As China only contributes a small volume to the total flow of the river, any attempt to alter the flow of the Brahmaputra would be unlikely to affect India’s water supply. This would undermine the water wars narrative. Yet, rather than addressing India’s concerns, Beijing merely denies any ill intent, a reaction which only provokes Delhi’s fears and inadvertently raises concerns about possible conflict. Without publicly releasing hydrological data or the plans for the dam, it is difficult to predict accurately the proposed mega-project’s impact on India. The withholding of information simply increases India’s mistrust of China.
The lack of transparency suggests that India’s fears may not be entirely unfounded. But the blame for mounting tensions cannot rest entirely on Beijing. Although the prospect of water wars between the two countries is overhyped by India and downplayed by China, without a water-sharing agreement or basin-wide governing mechanism in place, the proposed dam and questions about the governance of the Brahmaputra are becoming yet another major irritant in Sino-Indian relations.

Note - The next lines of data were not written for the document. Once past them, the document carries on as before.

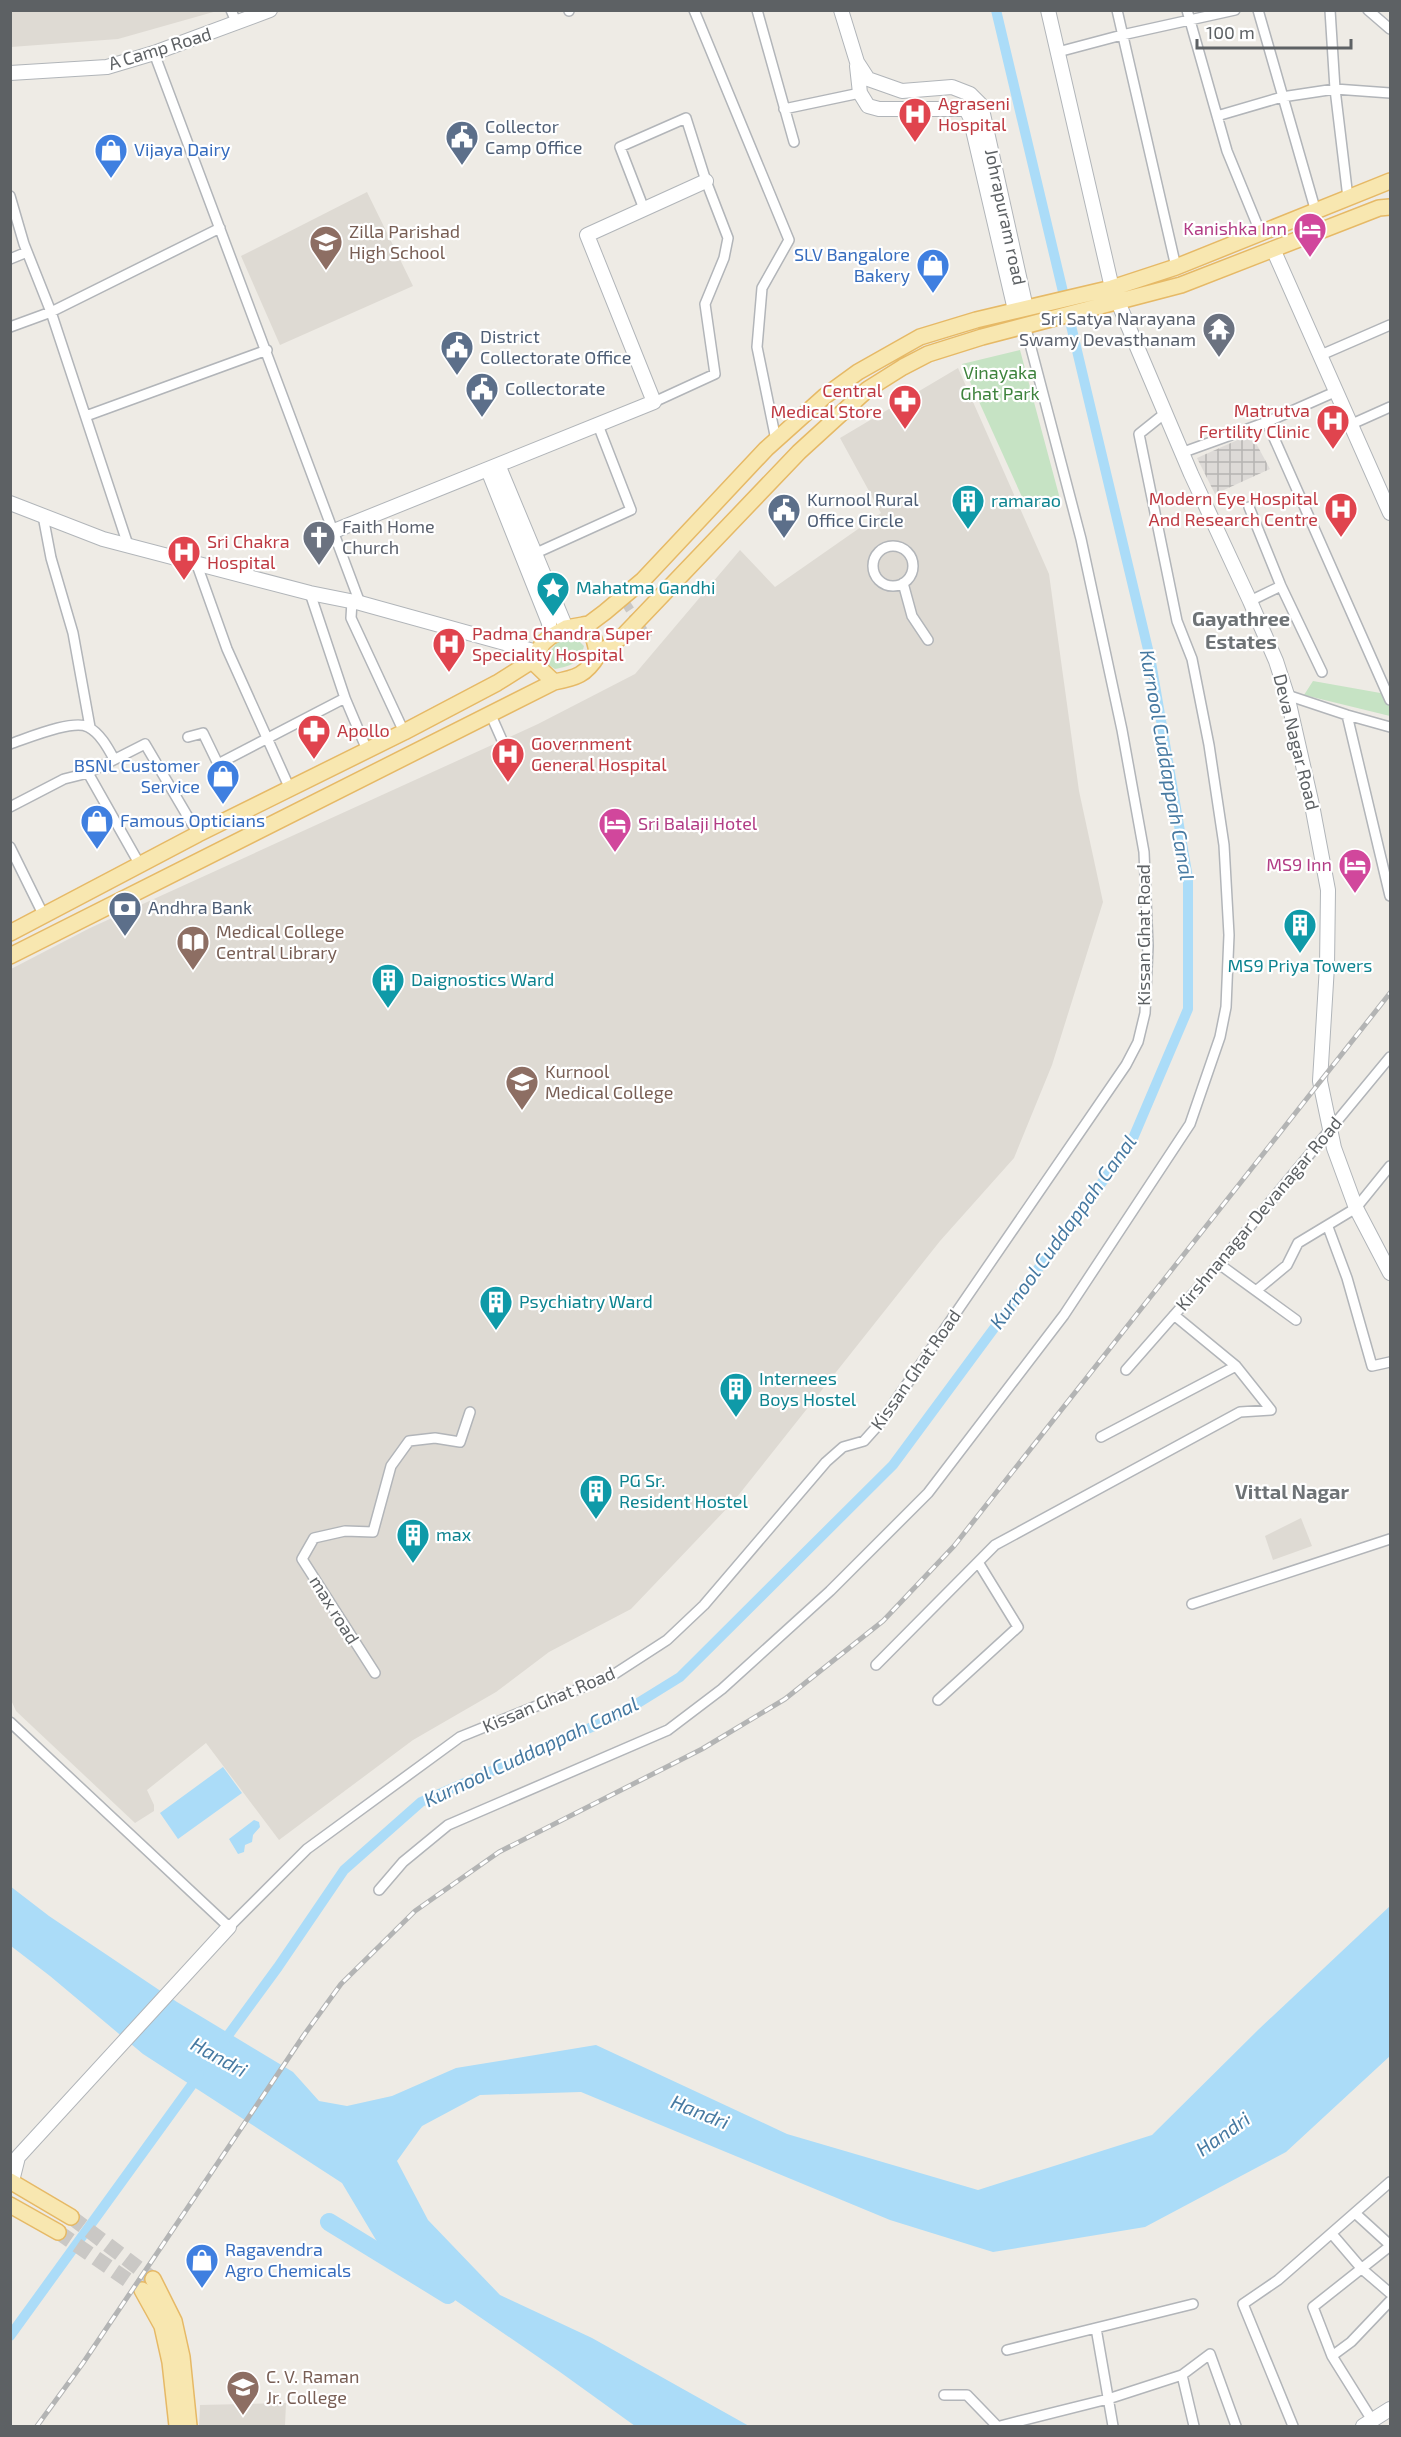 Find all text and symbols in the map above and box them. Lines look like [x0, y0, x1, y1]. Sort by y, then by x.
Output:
scale bar [1197, 12, 1352, 50]
text: 100 m [1206, 21, 1255, 43]
street label: A Camp Road [106, 22, 214, 74]
place label: Agraseni Hospital [938, 92, 1010, 135]
hospital icon: Agraseni Hospital [897, 96, 933, 143]
place label: Collector Camp Office [485, 115, 582, 158]
public building icon: Collector Camp Office [444, 119, 480, 166]
shop icon: Vijaya Dairy [93, 132, 129, 179]
place label: Vijaya Dairy [134, 138, 231, 160]
street label: Johrapuram road [981, 147, 1031, 287]
hotel icon: Kanishka Inn [1292, 211, 1328, 258]
place label: Kanishka Inn [1183, 217, 1287, 239]
place label: Zilla Parishad High School [349, 220, 460, 263]
school or university icon: Zilla Parishad High School [308, 224, 344, 271]
place label: SLV Bangalore Bakery [794, 243, 910, 286]
shop icon: SLV Bangalore Bakery [915, 247, 951, 294]
place label: Sri Satya Narayana Swamy Devasthanam [1019, 307, 1196, 350]
temple icon: Sri Satya Narayana Swamy Devasthanam [1201, 311, 1237, 358]
place label: District Collectorate Office [480, 325, 631, 368]
public building icon: District Collectorate Office [439, 329, 475, 376]
park label: Vinayaka Ghat Park [960, 361, 1040, 404]
public building icon: Collectorate [464, 371, 500, 418]
place label: Collectorate [505, 377, 605, 399]
place label: Central Medical Store [770, 379, 883, 422]
pharmacy icon: Central Medical Store [887, 383, 923, 430]
place label: Matrutva Fertility Clinic [1199, 399, 1310, 442]
hospital icon: Matrutva Fertility Clinic [1315, 403, 1351, 450]
building icon: ramarao [950, 483, 986, 530]
place label: Modern Eye Hospital And Research Centre [1148, 487, 1319, 530]
place label: Kurnool Rural Office Circle [807, 488, 919, 531]
place label: ramarao [991, 489, 1061, 511]
hospital icon: Modern Eye Hospital And Research Centre [1323, 491, 1359, 538]
public building icon: Kurnool Rural Office Circle [766, 492, 802, 539]
place label: Faith Home Church [342, 515, 435, 558]
church icon: Faith Home Church [301, 519, 337, 566]
place label: Sri Chakra Hospital [207, 530, 290, 573]
hospital icon: Sri Chakra Hospital [166, 534, 202, 581]
place icon: Mahatma Gandhi [535, 570, 571, 617]
place label: Mahatma Gandhi [576, 576, 715, 598]
district label: Gayathree Estates [1192, 606, 1290, 653]
place label: Padma Chandra Super Speciality Hospital [472, 622, 653, 665]
hospital icon: Padma Chandra Super Speciality Hospital [431, 626, 467, 673]
water label: Kurnool Cuddappah Canal [1136, 648, 1200, 882]
street label: Deva Nagar Road [1269, 671, 1325, 812]
pharmacy icon: Apollo [296, 713, 332, 760]
place label: Apollo [337, 719, 390, 741]
place label: Government General Hospital [531, 732, 667, 775]
hospital icon: Government General Hospital [490, 736, 526, 783]
place label: BSNL Customer Service [74, 754, 200, 797]
shop icon: BSNL Customer Service [205, 758, 241, 805]
shop icon: Famous Opticians [79, 803, 115, 850]
hotel icon: Sri Balaji Hotel [597, 806, 633, 853]
place label: Famous Opticians [120, 809, 265, 831]
place label: Sri Balaji Hotel [638, 812, 758, 834]
hotel icon: MS9 Inn [1337, 847, 1373, 894]
place label: MS9 Inn [1266, 853, 1332, 875]
street label: Kissan Ghat Road [1132, 864, 1154, 1006]
bank icon: Andhra Bank [107, 890, 143, 937]
place label: Andhra Bank [148, 896, 252, 918]
building icon: MS9 Priya Towers [1282, 907, 1318, 954]
place label: Medical College Central Library [216, 920, 344, 963]
library icon: Medical College Central Library [175, 924, 211, 971]
place label: MS9 Priya Towers [1228, 954, 1372, 976]
building icon: Daignostics Ward [370, 962, 406, 1009]
place label: Daignostics Ward [411, 968, 554, 990]
place label: Kurnool Medical College [545, 1060, 673, 1103]
school or university icon: Kurnool Medical College [504, 1064, 540, 1111]
street label: Kirshnanagar Devanagar Road [1171, 1112, 1346, 1315]
water label: Kurnool Cuddappah Canal [984, 1130, 1141, 1333]
building icon: Psychiatry Ward [478, 1284, 514, 1331]
place label: Psychiatry Ward [519, 1290, 653, 1312]
street label: Kissan Ghat Road [866, 1305, 965, 1434]
place label: Internees Boys Hostel [759, 1367, 857, 1410]
building icon: Internees Boys Hostel [718, 1371, 754, 1418]
place label: PG Sr. Resident Hostel [619, 1469, 749, 1512]
building icon: PG Sr. Resident Hostel [578, 1473, 614, 1520]
district label: Vittal Nagar [1235, 1479, 1349, 1503]
building icon: max [395, 1517, 431, 1564]
place label: max [436, 1523, 472, 1545]
street label: max road [305, 1571, 364, 1648]
street label: Kissan Ghat Road [479, 1661, 618, 1737]
water label: Kurnool Cuddappah Canal [419, 1691, 642, 1811]
water label: Handri [187, 2031, 252, 2081]
water label: Handri [668, 2089, 733, 2134]
water label: Handri [1191, 2106, 1254, 2160]
place label: Ragavendra Agro Chemicals [225, 2238, 351, 2281]
shop icon: Ragavendra Agro Chemicals [184, 2242, 220, 2289]
place label: C. V. Raman Jr. College [266, 2365, 359, 2408]
school or university icon: C. V. Raman Jr. College [225, 2369, 261, 2416]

To reduce tensions, China could work with India to establish an inclusive mechanism – a river basin organization (RBO) – for all relevant riparian parties to institutionalize cooperation for effective governance and socio-environmental sustainability of the Brahmaputra basin. The RBO could be led by China. Establishing such an institution to strengthen collaboration and communication and build trust would reduce tensions among all parties involved, while reducing, if not impeding, India’s attempts to restrict China’s dam construction through claims of prior use rights.
The benefits of such a mechanism are numerous: Regular communication through established channels and procedures can prevent conflict from occurring over transboundary water resources. RBOs can significantly reduce tensions over disputes by strengthening mutual trust and facilitating information sharing for proper transboundary water governance as well as the protection of ecological systems. Basin-wide cooperation would be seen as part of a framework for greater regional and economic cooperation.
The super dam issue, while complex, with multisectoral and multidimensional implications, contributes to worries of future water wars between India and China. Although it has not yet been built, its size, the potential impact on river flows, and the lack of transparency on China’s part have heightened India’s fears of water shortage and an over-dependence on its neighbor for supplies, unnecessarily complicating an already tense geopolitical relationship.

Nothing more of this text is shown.